Who decided that this pose was trend-worthy? Why the sudden obsession from people, probably with no prior interest in photography or modelling, to get the perfect picture?
Capturing moments in a click and a flash is not exclusive to the twenty-first century…
Undoubtedly, Instagram is an app dominated by teenagers. Documenting a life through photos, however, is far from a modern idea – parents and even grandparents will possess dusty photo albums bursting with memories. Whether it be holidays, baby photos, family portraits or a trip to the zoo – capturing moments in a click and a flash is not exclusive to the twenty-first century.
The concept of reflecting back on such photo albums, smothered in your Grandma’s nostalgia, seems pleasant enough. But in fifty years, will we be showing the grandkids our Insta posts?
We construct out identities from snippets to create the most superior collage of our lives possible…
Posting any photo online is purposed to generate a reaction. Often, to boast. “Look at these flowers my boyfriend bought me,” “This mad night out I had,” “The amazing body I’ve got.” Not exactly the classic family-gathering topics of conversation, but the throbbing heart of the multilingual Instagram community.
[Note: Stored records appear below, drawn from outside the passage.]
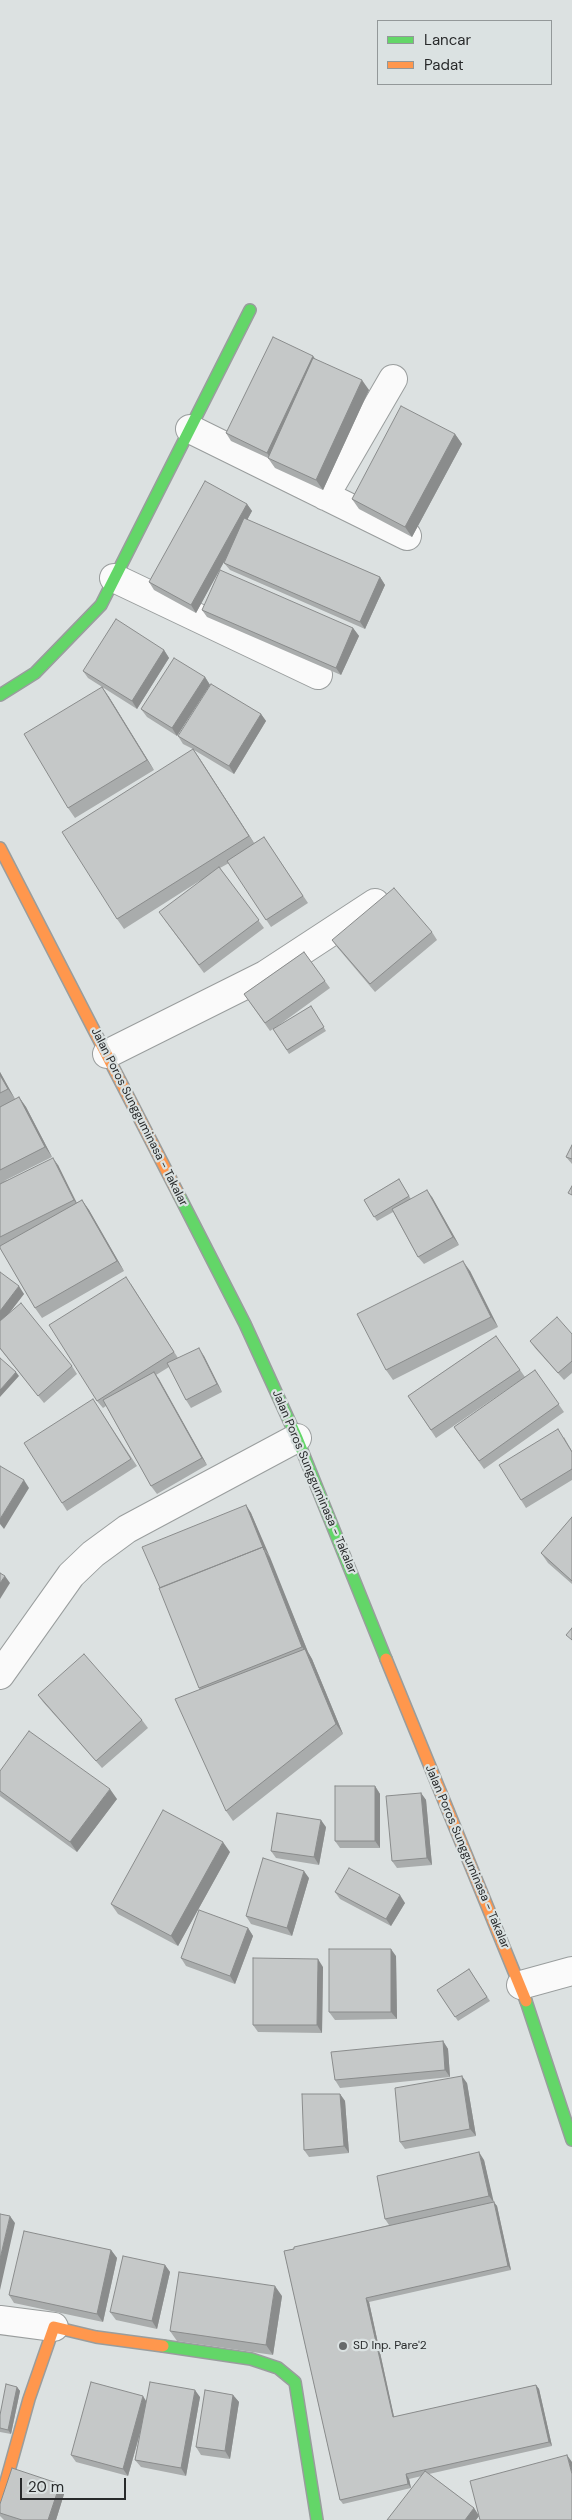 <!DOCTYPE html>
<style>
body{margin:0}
#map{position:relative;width:572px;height:2520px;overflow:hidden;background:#dce1e1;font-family:"DM Sans",sans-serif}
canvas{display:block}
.legend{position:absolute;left:377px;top:20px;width:175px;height:65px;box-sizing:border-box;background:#dbe2e2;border:1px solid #939899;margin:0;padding:6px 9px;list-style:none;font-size:15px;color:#282a2b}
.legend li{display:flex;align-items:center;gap:10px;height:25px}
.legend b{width:25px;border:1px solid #939899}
.scale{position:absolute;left:20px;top:2478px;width:106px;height:22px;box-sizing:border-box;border:2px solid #282a2b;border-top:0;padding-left:6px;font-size:15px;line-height:18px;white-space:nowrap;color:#282a2b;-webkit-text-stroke:4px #dbe2e2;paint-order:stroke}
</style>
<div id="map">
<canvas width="572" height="2520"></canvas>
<ul class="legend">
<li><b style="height:6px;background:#63d668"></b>Lancar</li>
<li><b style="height:6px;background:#ff974d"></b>Padat</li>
</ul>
<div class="scale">20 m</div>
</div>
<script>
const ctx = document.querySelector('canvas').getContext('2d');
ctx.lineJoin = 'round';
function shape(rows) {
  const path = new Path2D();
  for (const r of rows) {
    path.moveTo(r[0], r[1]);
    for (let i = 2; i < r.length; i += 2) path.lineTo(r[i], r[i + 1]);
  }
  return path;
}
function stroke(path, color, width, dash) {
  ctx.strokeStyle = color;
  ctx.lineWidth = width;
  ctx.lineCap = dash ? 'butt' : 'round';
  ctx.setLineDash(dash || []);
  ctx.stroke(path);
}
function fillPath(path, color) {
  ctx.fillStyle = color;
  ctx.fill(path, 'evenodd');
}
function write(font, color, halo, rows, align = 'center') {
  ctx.font = font + ' "DM Sans",sans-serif';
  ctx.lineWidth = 4.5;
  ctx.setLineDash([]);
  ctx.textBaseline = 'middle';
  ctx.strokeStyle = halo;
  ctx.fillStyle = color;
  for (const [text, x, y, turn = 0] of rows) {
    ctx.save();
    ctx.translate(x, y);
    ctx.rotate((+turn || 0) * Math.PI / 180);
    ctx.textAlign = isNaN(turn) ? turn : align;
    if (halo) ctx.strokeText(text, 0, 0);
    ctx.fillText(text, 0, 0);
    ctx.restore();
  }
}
const street = shape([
 [190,429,407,536],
 [325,496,393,379],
 [114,578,318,675],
 [107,1054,265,975,375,903],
 [0,1675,71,1575,93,1554,127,1529,297,1438],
 [521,1985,572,1971],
 [0,2320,54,2327]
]);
const fast = shape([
 [0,695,35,673,101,605,250,310],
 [179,1195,245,1324,297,1438,386,1659],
 [526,2001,572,2140],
 [163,2346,251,2359,278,2368,295,2382,317,2520]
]);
const slow = shape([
 [0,848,179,1195],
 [386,1659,526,2001],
 [0,2503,29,2399,54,2327,96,2337,163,2346]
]);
const wall = shape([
 [313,356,315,359,369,390,323,490,275,468,268,458,231,441,226,433],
 [455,434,462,444,412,537,359,509,352,499],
 [247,504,252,511,247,520,380,577,385,585,365,629,230,570,224,563,228,554,196,613,154,590,149,582],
 [202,610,353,628,359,636,341,675,207,617],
 [164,650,169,658,137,709,88,678,83,671],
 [205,677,210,685,177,736,147,717,141,709],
 [102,687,109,697,154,770,75,818,68,808],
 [261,714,266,721,234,774,194,750,254,843,264,837,308,903,271,927,229,863,220,868,264,928,204,973,164,919,201,880,124,929,117,919,193,749,183,744,178,736],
 [432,932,437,940,375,992,337,947,332,940],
 [304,952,330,988,275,1028,311,1006,326,1031,289,1054,273,1029,270,1031,244,994],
 [0,1072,15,1099,19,1097,26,1107,52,1157,4,1181,58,1165,77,1203,82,1200,89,1210,124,1271,42,1318,35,1308,0,1248],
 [572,1145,572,1164,566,1157],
 [399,1179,411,1199,432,1197,459,1245,424,1264,418,1257,393,1212,377,1221,364,1200],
 [470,1271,498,1327,393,1380,386,1370],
 [0,1272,24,1294,10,1312,72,1366,77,1374,44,1403,0,1349],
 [131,1284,178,1358,204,1356,222,1392,191,1408,186,1400,169,1367,156,1375,207,1465,157,1494,151,1486,106,1406,103,1408,97,1401],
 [572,1334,572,1373,564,1380,535,1348,530,1341],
 [496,1336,525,1377,535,1370,564,1412,484,1469,454,1427,525,1377,436,1438,408,1396],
 [98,1407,137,1466,67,1511,62,1503],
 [564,1437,572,1451,572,1480,526,1508,521,1500],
 [246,1505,251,1513,308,1652,312,1659,343,1734,233,1821,226,1811,199,1688],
 [572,1517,572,1584,548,1563,541,1553],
 [38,1695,142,1720,148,1728,102,1768,43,1702],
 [0,1771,117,1799,77,1852,0,1796],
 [375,1786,380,1794,380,1848,340,1848,335,1841],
 [421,1793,426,1800,432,1865,397,1868,392,1861],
 [326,1827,319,1865,276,1858,271,1851],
 [230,1852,178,1946,118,1914,111,1904],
 [309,1878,292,1936,251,1924,246,1916],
 [335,1892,405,1903,391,1926,340,1899],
 [248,1928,253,1936,235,1984,186,1966,181,1958],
 [396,1956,397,2019,335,2020,329,2012],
 [323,1967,322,2033,258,2032,253,2025],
 [469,1969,490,2001,458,2021,437,1990],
 [443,2041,448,2049,450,2077,340,2088,335,2080],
 [467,2083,476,2136,405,2149,400,2142],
 [340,2094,345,2101,349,2153,309,2157,304,2150],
 [484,2160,493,2202,497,2206,511,2270,369,2302,394,2417,536,2385,539,2389,552,2446,429,2474,474,2508,479,2516,476,2520,387,2520,422,2476,409,2479,411,2488,343,2504,340,2500,284,2251,389,2225,385,2219],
 [111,2250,117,2258,103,2322,14,2303,9,2295],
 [165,2265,170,2272,157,2329,116,2320,110,2312],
 [282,2296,273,2355,177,2341,170,2331],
 [17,2387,20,2391,11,2434,0,2432,0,2415],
 [233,2395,239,2402,230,2459,201,2455,196,2447],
 [200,2397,186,2476,141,2467,135,2460,141,2430,128,2476,76,2462,71,2455,147,2401],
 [60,2484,65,2491,56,2520,4,2520,0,2516,0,2504]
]);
const shadedWall = shape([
 [313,356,319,364,272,460,267,453],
 [362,380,369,390,323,490,316,480],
 [455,434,462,444,412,537,405,527],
 [247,504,252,511,196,613,191,605],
 [380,577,385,585,365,629,360,622],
 [353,628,359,636,341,675,336,668],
 [164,650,169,658,137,709,132,701],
 [205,677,210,685,177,736,172,728],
 [102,687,109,697,154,770,147,760],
 [261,714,266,721,234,774,229,766],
 [193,749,200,759,256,846,249,836],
 [0,1072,15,1099,8,1089,0,1075],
 [19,1097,26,1107,52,1157,45,1147],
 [53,1158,58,1165,79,1208,74,1200],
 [427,1190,432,1197,459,1245,453,1237],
 [82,1200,89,1210,124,1271,117,1261],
 [463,1261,470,1271,498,1327,491,1317],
 [19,1286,24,1294,0,1325,0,1311],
 [199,1348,204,1356,222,1392,217,1384],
 [16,1372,19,1376,0,1397,0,1390],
 [154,1372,159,1379,207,1465,202,1458],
 [24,1480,29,1488,4,1529,0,1524,0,1519],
 [246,1505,251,1513,270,1557,264,1550],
 [263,1547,270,1557,308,1652,312,1659,343,1734,336,1724,307,1653,302,1647],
 [5,1576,10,1583,0,1599,0,1583],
 [375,1786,380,1794,380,1848,375,1841],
 [110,1789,117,1799,77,1852,70,1842],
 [421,1793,426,1800,432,1865,427,1858],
 [321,1820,326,1827,319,1865,314,1857],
 [223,1842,230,1852,178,1946,171,1936],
 [304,1871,309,1878,292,1936,287,1928],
 [400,1895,405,1903,391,1926,386,1919],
 [248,1928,253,1936,235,1984,230,1976],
 [391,1949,396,1956,397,2019,391,2012],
 [318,1959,323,1967,322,2033,317,2025],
 [443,2041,448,2049,450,2077,445,2070],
 [462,2076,467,2083,476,2136,470,2129],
 [340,2094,345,2101,349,2153,344,2146],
 [479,2152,484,2160,494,2203,489,2196],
 [494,2202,497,2206,511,2270,508,2266],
 [10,2216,15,2223,0,2290,0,2259],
 [111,2250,117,2258,103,2322,97,2314],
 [165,2265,170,2272,157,2329,152,2321],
 [275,2286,282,2296,273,2355,266,2345],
 [366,2298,369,2302,395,2421,393,2417],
 [536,2385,539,2389,552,2446,549,2442],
 [17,2387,20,2391,11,2434,8,2430],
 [195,2390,200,2397,186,2476,181,2468],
 [233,2395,239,2402,230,2459,225,2451],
 [143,2396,148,2404,128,2476,123,2469],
 [567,2455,572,2462,572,2474],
 [406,2474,409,2479,411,2488,408,2484],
 [60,2484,65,2491,56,2520,48,2520],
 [474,2508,479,2516,476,2520,465,2520]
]);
const building = shape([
 [273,337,313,356,267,453,226,433,273,337],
 [313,358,362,380,316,480,268,458,313,358],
 [401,406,455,434,405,527,352,499,401,406],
 [205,481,247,504,191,605,149,582,205,481],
 [244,518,380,577,360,622,224,563,244,518],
 [220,570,353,628,336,668,202,610,220,570],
 [116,619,164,650,132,701,83,671,116,619],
 [174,658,205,677,172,728,141,709,174,658],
 [211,684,261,714,229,766,178,736,211,684],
 [102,687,147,760,68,808,24,734,102,687],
 [193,749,249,836,117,919,62,832,193,749],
 [264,837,303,896,266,920,227,861,264,837],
 [219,867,259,920,199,965,159,912,219,867],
 [394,888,432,932,370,984,332,940,394,888],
 [304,952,325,981,265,1023,244,994,304,952],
 [311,1006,324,1027,287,1050,273,1029,311,1006],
 [0,1075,8,1089,0,1093,0,1075],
 [19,1097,45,1147,0,1170,0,1107,19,1097],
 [572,1145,572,1159,566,1157,572,1145],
 [53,1158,74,1200,0,1237,0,1184,53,1158],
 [399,1179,409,1196,374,1217,364,1200,399,1179],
 [572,1186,572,1195,568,1193,572,1186],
 [427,1190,453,1237,418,1257,392,1209,427,1190],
 [82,1200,117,1261,35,1308,0,1248,0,1246,82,1200],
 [463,1261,491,1317,386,1370,357,1314,463,1261],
 [0,1272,19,1286,0,1311,0,1272],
 [126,1277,174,1352,97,1401,49,1325,126,1277],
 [21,1303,72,1366,38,1396,0,1348,0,1321,21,1303],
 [557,1317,572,1334,572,1361,558,1373,530,1341,557,1317],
 [496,1336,520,1370,431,1430,408,1396,496,1336],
 [199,1348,217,1384,186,1400,167,1363,199,1348],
 [0,1358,16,1372,0,1390,0,1358],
 [535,1370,559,1404,479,1461,454,1427,535,1370],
 [154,1372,202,1458,151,1486,103,1400,154,1372],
 [93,1399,131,1459,62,1503,24,1443,93,1399],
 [558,1429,572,1452,572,1469,521,1500,499,1465,558,1429],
 [0,1466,24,1480,0,1519,0,1466],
 [246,1505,264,1550,263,1547,160,1588,142,1547,246,1505],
 [572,1517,572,1581,541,1553,572,1517],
 [263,1547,302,1647,199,1688,159,1588,263,1547],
 [0,1573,5,1576,0,1583,0,1573],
 [572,1628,572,1640,566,1635,572,1628],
 [305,1649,336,1724,226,1811,175,1699,305,1649],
 [84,1654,142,1720,96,1761,38,1695,84,1654],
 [29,1731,110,1789,70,1842,0,1791,0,1771,29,1731],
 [335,1786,375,1786,375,1841,335,1841,335,1786],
 [421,1793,427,1858,392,1861,386,1796,421,1793],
 [163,1810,223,1842,171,1936,111,1904,163,1810],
 [277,1813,321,1820,314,1857,271,1851,277,1813],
 [263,1858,304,1871,287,1928,246,1916,263,1858],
 [349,1868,400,1895,386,1919,335,1892,349,1868],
 [199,1910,248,1928,230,1976,181,1958,199,1910],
 [329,1949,391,1949,391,2012,329,2012,329,1949],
 [253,1958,318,1959,317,2025,253,2025,253,1958],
 [469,1969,487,1997,455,2017,437,1990,469,1969],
 [443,2041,445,2070,335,2080,331,2052,443,2041],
 [462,2076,470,2129,400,2142,395,2088,462,2076],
 [302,2094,340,2094,344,2146,304,2150,302,2094],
 [479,2152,489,2196,385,2219,377,2176,479,2152],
 [494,2202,508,2266,366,2298,393,2417,536,2385,549,2442,406,2474,408,2484,340,2500,284,2251,294,2249,294,2247,494,2202],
 [0,2214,10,2216,0,2259,0,2214],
 [24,2231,111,2250,97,2314,9,2295,24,2231],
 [123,2256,165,2265,152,2321,110,2312,123,2256],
 [179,2272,275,2286,266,2345,170,2331,179,2272],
 [91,2382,143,2396,123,2469,71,2455,91,2382],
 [150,2382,195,2390,181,2468,135,2460,150,2382],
 [6,2384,17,2387,8,2430,0,2428,0,2415,6,2384],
 [205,2390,233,2395,225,2451,196,2447,205,2390],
 [567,2455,572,2474,572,2520,480,2520,470,2481,567,2455],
 [12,2468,60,2484,48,2520,22,2520,0,2513,0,2504,12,2468],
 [425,2471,474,2508,465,2520,387,2520,425,2471]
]);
const markers = [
 [343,2346,5,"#676a6b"]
];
const streetNames = [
 ["Jalan Poros Sungguminasa - Takalar",139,1117,63],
 ["Jalan Poros Sungguminasa - Takalar",314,1482,67],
 ["Jalan Poros Sungguminasa - Takalar",467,1857,67]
];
const poiNames = [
 ["SD Inp. Pare'2",353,2346]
];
stroke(street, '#999d9d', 30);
stroke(fast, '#999d9d', 14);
stroke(slow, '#999d9d', 14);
stroke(street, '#fafafa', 28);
stroke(fast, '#63d668', 11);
stroke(slow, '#ff974d', 11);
fillPath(wall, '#a9acac');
fillPath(shadedWall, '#8a8c8c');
fillPath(building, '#c5c8c8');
stroke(building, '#8a8c8c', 1);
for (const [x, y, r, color] of markers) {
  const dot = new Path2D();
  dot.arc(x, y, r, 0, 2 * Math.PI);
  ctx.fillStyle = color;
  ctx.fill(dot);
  stroke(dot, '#dbe2e2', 2);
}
write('12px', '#282a2b', '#dbe2e2', streetNames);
write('12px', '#282a2b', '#dbe2e2', poiNames, 'left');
</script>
Sure, some people are less narcissistic and do genuinely have a passion for photography, but they too are likely to be posting the image for verification from peers. To impress. Competing in the merciless posting war, in which we construct our identities from snippets to create the most superior collage of our lives as possible, is a strenuous business.
The metric for those that seek validation? The ultimate reward? Of course, the likes.
Facebook, Twitter and Snapchat are all ways of illuminating out lives in the perfect light…
In response to the question of what trends are the best or whether photos really are better staged than candid, ultimately, the answer is in front of us: whichever one the audience is awarding their likes to.
And like we do. We browse, we stalk, we comply. Not just on Instagram either – Facebook, Twitter and Snapchat are all ways of illuminating our lives in the perfect light. It is called ‘social’ media for a reason. Ironically, it isn’t vanity that is indicated in the posting of our phots, but a desperate plea for appreciation from other people online.
The trend setters aren’t the people posting.
They’re the ones liking.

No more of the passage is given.